Hey, that Super NES Classic Edition sure looks nice. Too bad most of us won’t be getting it. But maybe, if you follow some of the tips I’m about to share with you, you might have a chance of snagging one. Trust me; I got the original NES Classic, every single Smash Bros. amiibo, and the Majora’s Mask limited edition New 3DS XL, all for MSRP, using these methods:

1. Get email notifications

As of time of writing this, no-one has even listed the SNES Classic as a product that you might eventually be able to buy, but you should definitely sign up for email notifications once that option is available to you. Also, see if there’s a website where you can get email notifications about when the email notifications will be available. You might think I’m joking, but the SNES Classic will be a hot item, and if you want a chance of getting it, you need to be dedicated. If you’re willing to get about ten emails from them a day, I’d suggest signing up for email notifications from MyNintendoNews. It was their notification that allowed me to buy it from GameStop while on the way to the dentist.

2. Call your stores if they’re doing pre-orders

Sometimes, the product won’t be available for pre-order online, but you can put money down for one in a physical store. If this is the case, call your local GameStops, Best Buy’s, whatever, and see if they have it for pre-order. If so, grab your keys and speed over to the store with cash or credit in hand to secure your pre-order.

3. Get your friends and family to be your backup

Life is strange busy, and sometimes things pop up. You don’t want to miss out on getting that SNES Classic just because Aunt Susan had to die and have her funeral on the same day! That’s why you make sure that you have backup. Call your closest friends and family members, maybe make them a nice meal, flatter them, blackmail them, do whatever it takes to get them to commit to getting that SNES Classic for you.

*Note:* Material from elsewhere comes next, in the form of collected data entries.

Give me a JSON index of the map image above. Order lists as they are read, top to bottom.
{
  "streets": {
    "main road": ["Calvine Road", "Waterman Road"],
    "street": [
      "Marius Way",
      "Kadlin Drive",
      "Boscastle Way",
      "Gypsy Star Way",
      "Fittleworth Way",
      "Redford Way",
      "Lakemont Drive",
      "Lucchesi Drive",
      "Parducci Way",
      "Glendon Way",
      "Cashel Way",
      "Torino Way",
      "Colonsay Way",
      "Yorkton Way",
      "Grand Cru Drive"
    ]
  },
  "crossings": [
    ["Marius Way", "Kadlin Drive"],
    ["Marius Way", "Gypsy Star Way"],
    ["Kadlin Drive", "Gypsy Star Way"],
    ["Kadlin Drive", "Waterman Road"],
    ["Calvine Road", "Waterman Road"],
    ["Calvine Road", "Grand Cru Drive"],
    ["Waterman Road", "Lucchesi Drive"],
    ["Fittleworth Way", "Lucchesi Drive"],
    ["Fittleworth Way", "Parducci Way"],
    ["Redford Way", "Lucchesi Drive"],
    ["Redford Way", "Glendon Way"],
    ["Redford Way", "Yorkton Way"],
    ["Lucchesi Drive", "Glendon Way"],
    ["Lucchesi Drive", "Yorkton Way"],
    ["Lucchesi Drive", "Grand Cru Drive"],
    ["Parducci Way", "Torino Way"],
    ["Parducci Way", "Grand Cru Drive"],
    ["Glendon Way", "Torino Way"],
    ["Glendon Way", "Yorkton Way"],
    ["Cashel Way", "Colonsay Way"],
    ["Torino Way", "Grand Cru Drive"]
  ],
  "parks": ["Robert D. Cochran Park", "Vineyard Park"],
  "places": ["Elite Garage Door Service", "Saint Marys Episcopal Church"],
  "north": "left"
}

4. Camp out the night before release

So, you weren’t able to get a pre-order. Maybe it was your fault for not being connected 24/7; maybe it never went on pre-order at all. But you know you. You need this SNES Classic. And so, you camp out. Call your local game stores the day before release to determine how many they have in stock. Write down that number first, and then, when you get there, count if there are enough people for you to get it from the back of the line.You can camp a full 24 hours or show up an hour after the store opens, but the earlier you are, the higher your chances of going home with that sweet, sweet box full of nostalgia.

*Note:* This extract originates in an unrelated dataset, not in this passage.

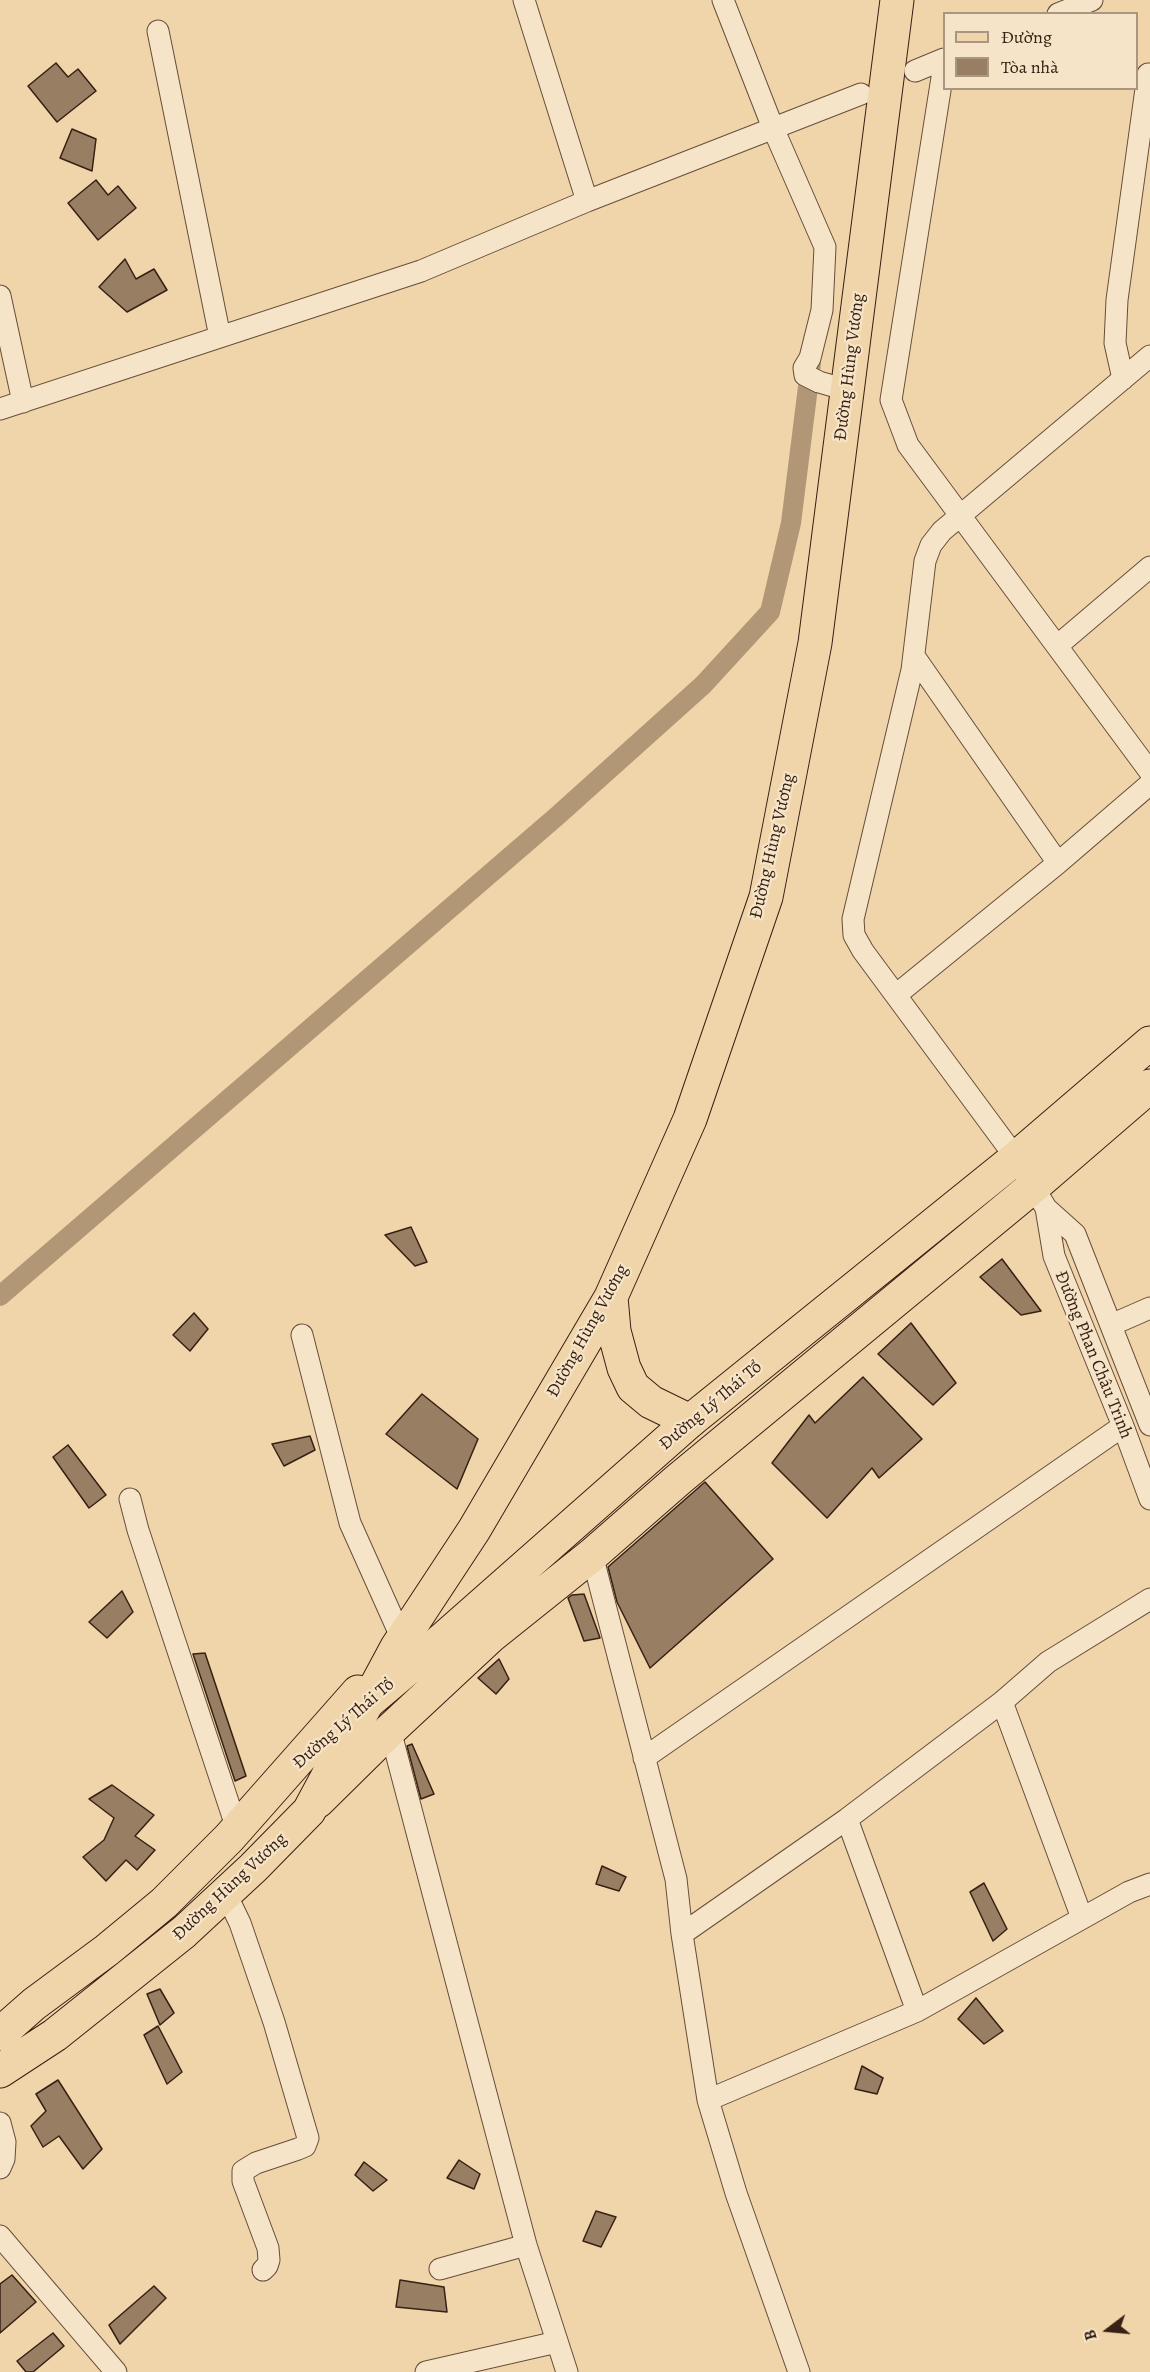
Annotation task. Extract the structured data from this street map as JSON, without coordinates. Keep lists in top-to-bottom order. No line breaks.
{"streets":{"main road":["Đường Hùng Vương","Đường Lý Thái Tổ"],"street":["Đường Phan Châu Trinh"]},"crossings":[["Đường Hùng Vương","Đường Lý Thái Tổ"],["Đường Phan Châu Trinh","Đường Lý Thái Tổ"]],"legend":["Đường","Tòa nhà"],"north":"left"}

5. Check to see if there are any unclaimed pre-ordered SNES Classics

People are forgetful. They might forget which store they pre-ordered at. They might forget what day the SNES Classic was supposed to release. At any rate, one man’s loss can mean your gain. So call to see how long people have to pick up their pre-orders, and call the second they’re expired.

6. Wait for a restock

We know that the SNES Classic won’t likely be continued into 2018. But from that statement, it is likely that it will be continued throughout the rest of 2017 once it releases. So, if at first you don’t succeed, try, try again. Repeat steps one through five until you have that SNES Classic cradled in your arms.

7. Choose alternatives

So 2018 is here, and you still don’t have a SNES Classic. But you really just want to play some SNES games. Well, you’ve got plenty of options. By 2018, the Switch might have virtual console titles, possibly in a way similar to Netflix, and if not, you can legally play them on Wii, Wii U, and New 3DS. If you’re feeling lower budget, you could get an emulator. It’s all right, the usual moral code for that is if they’re over a decade old, and SNES games are well beyond that. Or, if you’re feeling higher-budget, you could buy the original SNES or some other device that plays SNES games, and hook it up to your TV. The actual console might end up costing less than the SNES Classic, but you’ll also have to buy the actual games, unless it’s some knockoff brand that has the games pre-installed.

8. Sigh... pay scalpers...

I don’t recommend it. Paying scalpers just incentivizes them to scalp more and cause you to not get whatever you wanted to get in the first place. The title says “moral,” and this is stretching that definition. But if you really, really, really need the SNES Classic, and there’s no hope of a restock, you might have to resort to this.